How do I apply an index properly?

It’s important to construct your index based on the query being performed that you are trying to address. We will use the an example scenario to explain an approach to indexing. All scenarios were built and performed on a Launch plan instance with no additional load or processing. Your results may vary based on other factors related to your specific instance or the plan you are on.

Example Table: 515,195 records, with the following schema

id
name
region
country
profession
firstname
lastname
email
birthday

Example Query: Find all users in a specific country, with a specific profession

Example query with no indexing

With no indexing applied, this query takes 0.62 seconds to complete.

Because these two pieces of data can exist independently of each other -- meaning we don't need to know a country to determine a profession, and vice versa, we will apply two separate indexes to our table, one for each field.

With these indexes applied, the example query now executes in 0.05 seconds, a 95% increase in query speed.

When should I index a single field by itself vs multiple fields in the same index?
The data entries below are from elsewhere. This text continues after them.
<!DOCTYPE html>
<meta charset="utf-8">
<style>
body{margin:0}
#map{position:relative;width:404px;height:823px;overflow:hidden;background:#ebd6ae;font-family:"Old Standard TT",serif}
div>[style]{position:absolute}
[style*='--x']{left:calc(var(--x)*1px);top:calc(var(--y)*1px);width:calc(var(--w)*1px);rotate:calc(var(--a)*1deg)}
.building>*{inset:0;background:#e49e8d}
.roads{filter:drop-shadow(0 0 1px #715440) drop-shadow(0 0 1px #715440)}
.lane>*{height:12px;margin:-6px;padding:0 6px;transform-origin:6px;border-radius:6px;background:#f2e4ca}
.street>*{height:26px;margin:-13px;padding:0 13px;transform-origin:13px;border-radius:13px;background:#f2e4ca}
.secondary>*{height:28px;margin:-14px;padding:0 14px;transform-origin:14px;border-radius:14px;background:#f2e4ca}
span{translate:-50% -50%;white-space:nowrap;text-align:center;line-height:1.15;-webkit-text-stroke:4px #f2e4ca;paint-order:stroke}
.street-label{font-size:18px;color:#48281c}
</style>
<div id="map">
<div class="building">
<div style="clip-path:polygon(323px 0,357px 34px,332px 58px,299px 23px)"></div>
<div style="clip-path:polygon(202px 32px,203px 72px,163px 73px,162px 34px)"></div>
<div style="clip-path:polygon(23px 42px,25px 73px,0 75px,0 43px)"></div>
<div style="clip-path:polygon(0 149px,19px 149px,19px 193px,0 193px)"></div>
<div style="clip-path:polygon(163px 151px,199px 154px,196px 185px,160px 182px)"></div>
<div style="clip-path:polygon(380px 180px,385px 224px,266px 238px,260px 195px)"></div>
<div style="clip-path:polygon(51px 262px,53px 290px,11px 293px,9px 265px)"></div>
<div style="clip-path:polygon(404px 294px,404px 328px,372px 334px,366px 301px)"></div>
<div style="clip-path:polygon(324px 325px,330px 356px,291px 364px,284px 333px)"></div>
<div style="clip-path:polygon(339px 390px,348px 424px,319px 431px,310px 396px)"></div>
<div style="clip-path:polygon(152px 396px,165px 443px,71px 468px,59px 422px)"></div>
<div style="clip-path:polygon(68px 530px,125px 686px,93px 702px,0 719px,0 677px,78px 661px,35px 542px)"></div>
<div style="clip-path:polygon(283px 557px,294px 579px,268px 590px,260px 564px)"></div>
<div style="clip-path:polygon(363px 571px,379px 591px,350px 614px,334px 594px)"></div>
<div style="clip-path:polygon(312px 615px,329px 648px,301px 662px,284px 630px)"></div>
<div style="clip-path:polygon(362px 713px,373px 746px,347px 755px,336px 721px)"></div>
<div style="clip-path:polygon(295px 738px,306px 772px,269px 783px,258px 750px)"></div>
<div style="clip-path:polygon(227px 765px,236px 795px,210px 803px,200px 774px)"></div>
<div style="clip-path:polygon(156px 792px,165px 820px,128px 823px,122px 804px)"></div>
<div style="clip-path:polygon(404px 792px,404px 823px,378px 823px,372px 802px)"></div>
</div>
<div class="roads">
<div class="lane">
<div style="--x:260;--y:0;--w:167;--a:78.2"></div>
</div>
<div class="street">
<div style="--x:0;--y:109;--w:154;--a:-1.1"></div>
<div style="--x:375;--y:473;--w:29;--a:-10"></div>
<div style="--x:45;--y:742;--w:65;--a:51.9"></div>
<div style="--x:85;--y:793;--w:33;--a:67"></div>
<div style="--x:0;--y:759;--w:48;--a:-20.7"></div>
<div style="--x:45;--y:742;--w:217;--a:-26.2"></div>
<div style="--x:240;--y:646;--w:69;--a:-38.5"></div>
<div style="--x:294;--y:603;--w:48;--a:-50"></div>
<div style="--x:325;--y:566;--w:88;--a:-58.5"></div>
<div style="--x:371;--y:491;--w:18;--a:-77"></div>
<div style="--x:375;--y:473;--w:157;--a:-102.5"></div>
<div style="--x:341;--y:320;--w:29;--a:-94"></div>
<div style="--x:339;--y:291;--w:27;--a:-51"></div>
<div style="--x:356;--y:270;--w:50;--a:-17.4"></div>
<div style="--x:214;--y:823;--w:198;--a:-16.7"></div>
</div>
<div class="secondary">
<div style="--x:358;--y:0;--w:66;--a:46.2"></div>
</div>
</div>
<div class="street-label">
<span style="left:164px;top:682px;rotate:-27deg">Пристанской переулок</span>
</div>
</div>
This is based on the hierarchy of the query being performed, and what makes the most sense in terms of your data set. It is also important to understand how multi-field indexes are executed.

The order of fields in your index matters. When building a multi-field index, you want to start with the field that contains the least amount of unique values, moving forward to finishing with the field that has the most unique values.

With a multi-field index, each 'step' (field) is essentially placed into a new bucket that the database knows it can use to potentially find matching data. Using an example of location data where we have a city, state, and country field, we know that country has the least unique values. This means that when we're building our index, we'd add the country field first. Moving on from there, we would add our states, and then finally the cities, so when the database builds the index, it builds the most efficient bucketing possible.

In an adverse example, consider an index on a timestamp field. Timestamps in Xano use milliseconds, which obviously means that these values will almost be unique for every single record. If we built a multi-field index that started with this timestamp field, we are creating that many buckets right away before trying to look for less specific data, which means that the query becomes extremely inefficient.

It is also important to note that if you have multiple fields defined in a single index, but are not using both of those fields in your query, the index will not provide any benefit to the performance of that query. Indexes are only useful if you are indexing based on the queries you are making, and the hierarchy of your query makes sense.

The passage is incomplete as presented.